The writer of Hebrews noted that as children "shared blood and flesh, he [Jesus] himself similarly shared these" (Hebrews 2:14); some manuscripts add the word "misfortunes" to clarify the indefinite "these" of 2:14. "Sharing" flesh and blood is imprecise. It is scarcely a claim that Jesus was human, but only a claim that he was "human-like," as were the Greek Gods described.
Twice more Hebrews uses "flesh" to describe Jesus. In Hebrews 5:7 the writer refers to "the days of his flesh." The expression suggests that the "days of his flesh" constituted only a temporary passage of time in an otherwise longer existence and that he himself was not to be identified by "flesh" in the same way the rest of us are; his fleshly state was something he only "shared" temporarily with us. Flesh and blood were only the means by which he opened up for us "a new and living way" into the presence of God (Hebrews 10:20).

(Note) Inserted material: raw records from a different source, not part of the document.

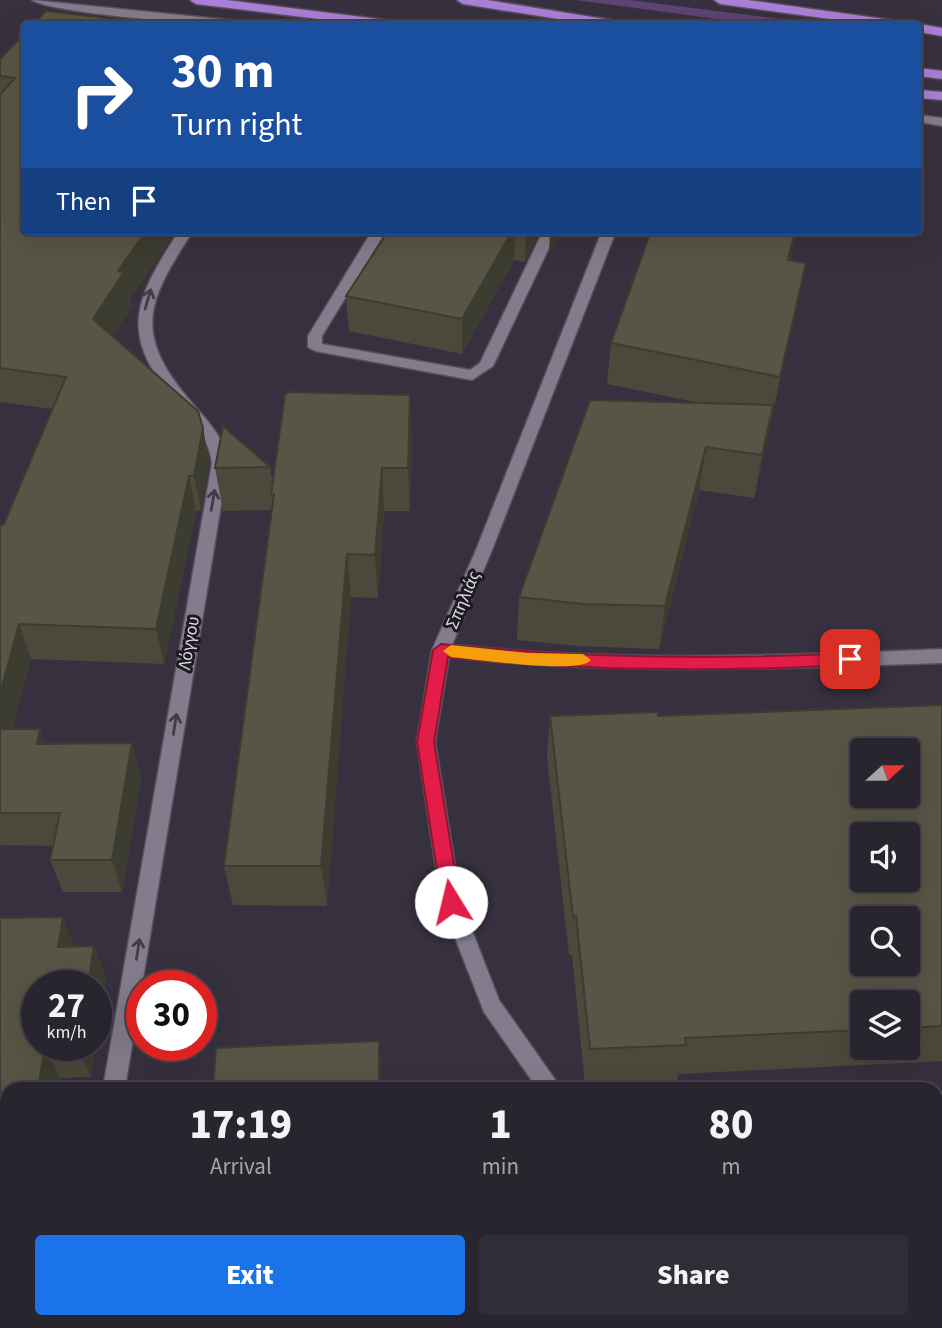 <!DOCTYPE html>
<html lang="en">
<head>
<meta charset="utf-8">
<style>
  :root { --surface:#29252f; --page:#312d37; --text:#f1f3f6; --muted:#a5a5aa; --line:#45424b; --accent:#1a73e8 }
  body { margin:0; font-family:"Source Sans 3",sans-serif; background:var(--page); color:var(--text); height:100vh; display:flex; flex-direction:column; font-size:26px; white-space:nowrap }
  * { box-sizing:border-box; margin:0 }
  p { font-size:23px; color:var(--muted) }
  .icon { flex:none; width:38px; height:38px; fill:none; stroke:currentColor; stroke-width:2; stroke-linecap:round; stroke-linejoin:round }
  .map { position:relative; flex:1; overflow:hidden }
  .side { position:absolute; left:0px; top:1082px; width:943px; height:247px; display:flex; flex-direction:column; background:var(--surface); border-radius:21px 21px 0 0; box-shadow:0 7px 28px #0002,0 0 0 2px var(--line) }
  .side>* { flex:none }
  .top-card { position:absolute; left:21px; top:21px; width:901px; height:214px; border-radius:7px; box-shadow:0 7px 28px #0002,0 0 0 2px var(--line); background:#1a4fa0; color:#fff; overflow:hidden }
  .needle { width:46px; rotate:69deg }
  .fabs { position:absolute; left:850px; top:738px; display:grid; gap:14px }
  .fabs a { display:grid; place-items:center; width:70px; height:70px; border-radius:7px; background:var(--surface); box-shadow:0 7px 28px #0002,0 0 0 2px var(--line); font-size:35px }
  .speed { position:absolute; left:21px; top:970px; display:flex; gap:14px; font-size:35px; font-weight:700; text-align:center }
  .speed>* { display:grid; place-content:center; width:91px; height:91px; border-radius:50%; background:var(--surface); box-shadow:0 7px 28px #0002,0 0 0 2px var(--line); line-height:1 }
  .speed small { font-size:18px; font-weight:400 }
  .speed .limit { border:10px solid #d22; background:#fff; color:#111 }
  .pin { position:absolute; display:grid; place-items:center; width:60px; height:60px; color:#fff; margin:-30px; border-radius:14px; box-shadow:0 4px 10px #0006 }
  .me { position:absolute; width:77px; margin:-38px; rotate:351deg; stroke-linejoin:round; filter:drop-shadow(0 0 5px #0008) }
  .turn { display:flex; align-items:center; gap:24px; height:147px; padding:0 35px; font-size:32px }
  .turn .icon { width:91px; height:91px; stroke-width:2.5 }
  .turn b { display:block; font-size:49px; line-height:60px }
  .then { display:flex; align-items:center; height:66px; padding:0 35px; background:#0003; gap:14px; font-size:26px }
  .eta { display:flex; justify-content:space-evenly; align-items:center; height:119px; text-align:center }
  .eta b { font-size:42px; font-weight:800; line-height:49px }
  .primary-button { display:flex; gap:14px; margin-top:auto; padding:14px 35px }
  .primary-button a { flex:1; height:80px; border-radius:7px; background:var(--accent); color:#fff; font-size:28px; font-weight:800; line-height:80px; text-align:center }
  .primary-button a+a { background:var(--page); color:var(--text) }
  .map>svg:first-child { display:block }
  .green { fill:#5c4473 }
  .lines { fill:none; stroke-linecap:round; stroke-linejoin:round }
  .lane-casing { stroke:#544f5a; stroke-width:3 }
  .street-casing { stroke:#544f5a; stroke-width:3 }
  .secondary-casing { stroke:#544f5a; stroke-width:3 }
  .highway-casing { stroke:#544f5a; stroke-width:3 }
  .lane { fill:#837c8c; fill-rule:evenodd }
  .street { fill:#837c8c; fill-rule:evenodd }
  .secondary { fill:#837c8c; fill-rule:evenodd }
  .highway { fill:#aa7fd6; fill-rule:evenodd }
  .wall { fill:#4b493b; fill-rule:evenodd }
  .shaded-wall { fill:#3d3c30 }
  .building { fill:#575545; stroke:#3d3c30; stroke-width:2; fill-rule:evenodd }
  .oneway { stroke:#413c46 }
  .route { fill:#e11d48; stroke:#92132f; stroke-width:2 }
  .slow { fill:#f59e0b }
  .labels { text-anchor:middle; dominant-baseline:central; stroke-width:6; stroke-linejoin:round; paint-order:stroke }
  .street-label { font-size:18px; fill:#ddd9e2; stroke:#1d1a21 }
</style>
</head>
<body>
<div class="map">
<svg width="942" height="1328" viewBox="0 0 942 1328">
  <rect width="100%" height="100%" fill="#37313f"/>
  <path class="green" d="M576,0h54l189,24h-65z"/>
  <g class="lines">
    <g class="lane-casing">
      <path id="lane" d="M372,231h14l-64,105v8l148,26 10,-7 63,-132h14l-64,135 -21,14 -157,-29 -7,-4v-11z"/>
    </g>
    <g class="street-casing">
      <g id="street">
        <path d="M179,231h14c-47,72 -61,103 0,173 16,19 31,33 35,59l-103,625h-22l109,-625c-3,-24 -17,-37 -32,-55 -60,-72 -50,-102 -1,-177z"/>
        <path d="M602,231h14l-124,319 -40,95c163,17 327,11 490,4v14c-164,6 -330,12 -493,-6l-14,85 26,160 38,98 62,88h-24l-53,-76 -43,-110 -24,-160 15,-92 44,-100z"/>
        <path d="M66,1321h24l-1,7h-24z"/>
        <path d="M666,1321h24l3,7h-24z"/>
      </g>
    </g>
    <g class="secondary-casing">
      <g id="secondary">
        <path d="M32,0l207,21 5,3c-28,3 -193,-11 -212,-24z"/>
        <path d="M919,115l23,3v8l-23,-4z"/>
      </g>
    </g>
    <g class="highway-casing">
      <g id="highway">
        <path d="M190,0h36l160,20 7,4h-34l-163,-20z"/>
        <path d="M457,0h30l124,20 7,4h-28l-127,-20z"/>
        <path d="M714,0h33l144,20 7,4h-31l-147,-20z"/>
        <path d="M917,24h2l23,4v8l-23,-4z"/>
        <path d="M919,68l23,3v8l-23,-3z"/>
        <path d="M919,90l23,2v8l-23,-2z"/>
      </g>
    </g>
    <use href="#lane" class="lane"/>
    <use href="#street" class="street"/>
    <use href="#secondary" class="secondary"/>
    <use href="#highway" class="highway"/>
  </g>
  <g class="wall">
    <path d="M24,34v197h144l2,9 -40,59 2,7 -20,30 91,92 6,35 -8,48h-5l-32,153 -133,-5 -19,70 33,15 96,33 -19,115h-59l-13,-32 3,-14 -53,-1v-318l4,-3 48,-115 -52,-7v-343z"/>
    <path d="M388,231h152l-15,31 -11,-2 -52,94 -113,-23 -3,-35z"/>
    <path d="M645,231h153l-8,30 16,2 -52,235 -55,-8 -40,159 -80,-3 -62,-6 2,-43 181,-194 -93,-19 4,-41 40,-111z"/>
    <path d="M412,438l-2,73h-26l-6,87 -27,-1 -24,309 -94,-1 -9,-39 48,-356 -49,1 -8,-43 55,-1 3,17z"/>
    <path d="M942,705v356l-263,13 -2,6 -92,5 -13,-130h-3l-22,-198 3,-41h108zM863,1003h45v45h-45z"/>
    <path d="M0,918l75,28h19l12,33 -15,98 -31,1 -2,10h-51v58l-7,1v3z"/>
  </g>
  <g class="shaded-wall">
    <path d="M146,231h22l2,9 -40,59 2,7 -31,47 -8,-34 25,-48z"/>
    <path d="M512,231h3l-1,29 -52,94v-35z"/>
    <path d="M526,231h14l-15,31z"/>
    <path d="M550,231h15l-16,22z"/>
    <path d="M795,231h3l-18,70 8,-41z"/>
    <path d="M806,263l-9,41 -25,114 8,-41z"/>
    <path d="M410,395l2,43 -2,73 -2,-43z"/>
    <path d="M773,405l-8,43 -11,50 8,-43z"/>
    <path d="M203,428l6,35 -8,48 -7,-35z"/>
    <path d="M706,447l-7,43 -40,159 6,-43z"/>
    <path d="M382,468l2,43 -6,87 -3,-43z"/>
    <path d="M189,476l7,35 -32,153 -8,-35z"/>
    <path d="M347,554l4,43 -24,309 -6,-40z"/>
    <path d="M19,624l12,35 -27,104 -4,-10v-59z"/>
    <path d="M40,729l12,34 -15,-19z"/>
    <path d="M132,743l9,34 -19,115 -10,-32z"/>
    <path d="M63,917l13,33 -18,-3z"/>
    <path d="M94,946l12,33 -10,63v-57h-8z"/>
    <path d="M379,1041l3,36v11h-3z"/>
    <path d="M78,1045h18l-5,32 -14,-31z"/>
    <path d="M45,1047l15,31 -2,10h-20z"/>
  </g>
  <g class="building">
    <path d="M46,11l111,13h-124z"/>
    <path d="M24,34v197h122l-28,40 6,1 -31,47 105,92 5,17 -9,48h-5l-33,153 -137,-5 -19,70v-167l1,-2 3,-1 62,-147 -66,-9v-273l15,-17 -15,-2v-17z"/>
    <path d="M388,231h124l-50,88 -116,-23z"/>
    <path d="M651,231h144l-7,29 18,3 -26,114 -169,-34z"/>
    <path d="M288,392l122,3 -2,73h-26l-7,87 -28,-1 -26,312h-97l50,-372h-3l14,-99z"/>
    <path d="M590,400l183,5 -11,50 -56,-8 -41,159 -82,-2 -64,-7z"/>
    <path d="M223,426l47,41 -55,1z"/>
    <path d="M942,705v321l-34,2v-25h-45v27l-178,8 1,7 -96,4 -14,-133 -3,1 -23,-201 108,-4v4zM863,751h45v45h-45zM863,835h45v45h-45zM863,919h45v45h-45z"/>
    <path d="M0,729h40l-3,15 95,-1 -20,117h-62l10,-47h-60z"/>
    <path d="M63,917l-5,30 36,-1 -6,39h-51v60h41l-1,1 -32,1 -7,41h-31v29h-7v-199z"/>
    <path d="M379,1041v47h-166l3,-40z"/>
    <path d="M211,1321h259v7h-260z"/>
  </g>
  <defs><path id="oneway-shaft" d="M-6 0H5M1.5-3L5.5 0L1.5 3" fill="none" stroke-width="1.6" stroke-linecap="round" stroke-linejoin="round" transform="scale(1.75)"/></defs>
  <g class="oneway">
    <use href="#oneway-shaft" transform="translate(148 299) rotate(-74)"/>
    <use href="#oneway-shaft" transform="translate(213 500) rotate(-80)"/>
    <use href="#oneway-shaft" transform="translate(175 724) rotate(-81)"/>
    <use href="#oneway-shaft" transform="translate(138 949) rotate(-81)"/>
  </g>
  <path class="route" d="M441,644c135,14 273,16 409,9l8,6 -8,6c-134,7 -269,6 -402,-8l-14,85 26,160 -2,5 -7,3 -6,-3 -3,-5 -25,-160 16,-92z"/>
  <path class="slow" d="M451,645l76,8 56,1 8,6c-10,15 -118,-1 -140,-3l-8,-6z"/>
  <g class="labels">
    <g class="street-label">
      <text transform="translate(463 600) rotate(-67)">Σπηλιάς</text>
      <text transform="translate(189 643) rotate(-80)">Λόγγου</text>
    </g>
  </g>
</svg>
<div class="fabs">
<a><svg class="needle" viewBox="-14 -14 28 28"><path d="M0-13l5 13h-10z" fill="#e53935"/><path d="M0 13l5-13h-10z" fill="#a5a5aa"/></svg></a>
<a><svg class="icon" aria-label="sound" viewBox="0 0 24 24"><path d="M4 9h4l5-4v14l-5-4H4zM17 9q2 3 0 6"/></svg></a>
<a><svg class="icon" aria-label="search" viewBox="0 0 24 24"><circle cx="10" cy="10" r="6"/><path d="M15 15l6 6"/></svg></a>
<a><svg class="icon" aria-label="layers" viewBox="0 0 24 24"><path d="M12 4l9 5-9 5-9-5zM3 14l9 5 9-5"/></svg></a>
</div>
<div class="speed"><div>27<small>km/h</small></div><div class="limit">30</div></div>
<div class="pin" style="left:850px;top:659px;background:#d93025"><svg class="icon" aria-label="arrive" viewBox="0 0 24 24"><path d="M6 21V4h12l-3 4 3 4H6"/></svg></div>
<svg class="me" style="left:451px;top:902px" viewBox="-20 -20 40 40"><circle r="19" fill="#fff"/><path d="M0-13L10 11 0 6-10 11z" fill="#e11d48"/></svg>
<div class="top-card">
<div class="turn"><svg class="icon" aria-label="right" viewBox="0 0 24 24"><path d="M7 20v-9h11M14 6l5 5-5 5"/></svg><div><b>30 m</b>Turn right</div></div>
<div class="then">Then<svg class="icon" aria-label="arrive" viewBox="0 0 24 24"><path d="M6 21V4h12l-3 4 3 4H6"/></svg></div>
</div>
<section class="side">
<div class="eta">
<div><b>17:19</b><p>Arrival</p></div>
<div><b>1</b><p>min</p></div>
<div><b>80</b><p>m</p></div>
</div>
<div class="primary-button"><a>Exit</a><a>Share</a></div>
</section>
</div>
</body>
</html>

A somewhat rambling creedal-like statement appears in the Epistles of Ignatius (early second century):
There is one physician
Fleshly and spiritual
Born and unborn
God in man
In death true life
Both from Mary and from God
First capable of suffering and then incapable of suffering.
(Letter to the Ephesians 7:2)
The statement shows the difficulty Ignatius had in describing Jesus precisely, and reveals the potential for misunderstanding statements that attempt to be comprehensive and yet brief. This statement is clearly dualistic even as it gropes toward a unified description for the nature of Jesus.
The strange passage in John 6:51-58, where Jesus promises eternal life to the one who "eats his flesh and drinks his blood," is generally taken as an anachronistic allusion to the church's celebration of Eucharist. Ignatius seems to echo this John passage when he described Eucharist as the "medicine of immortality" (Letter to the Ephesians 20:2). These latter passages suggest that there was something special about the flesh of Jesus. It was not simply common human flesh, for "his" flesh possessed a spiritual power, and was the means by which he brought eternal life. Hence "his flesh" was hardly ordinary.
Judging from this evidence, it appears that in the early days of the church (later 1st and early 2nd centuries) there existed no uniform way to describe Jesus as Christ. There were attempts to form some kind of plausible explanation that would do full justice to what everyone knew (i.e., he was a man) and to what everyone believed (i.e., he came from God). So one might say about this early period that wide speculation existed, but that no definitive explanation emerged, which claimed general acceptance. In truth, there never has been a description satisfactory to everyone. While the "definitive" Chalcedon statement ("truly God and truly man") ended speculation in 451 for the orthodox churches, on the fringes of orthodoxy speculation continued—and still continues.
What do you suppose was the impulse giving rise to all the Christological speculations in the late first and early second centuries?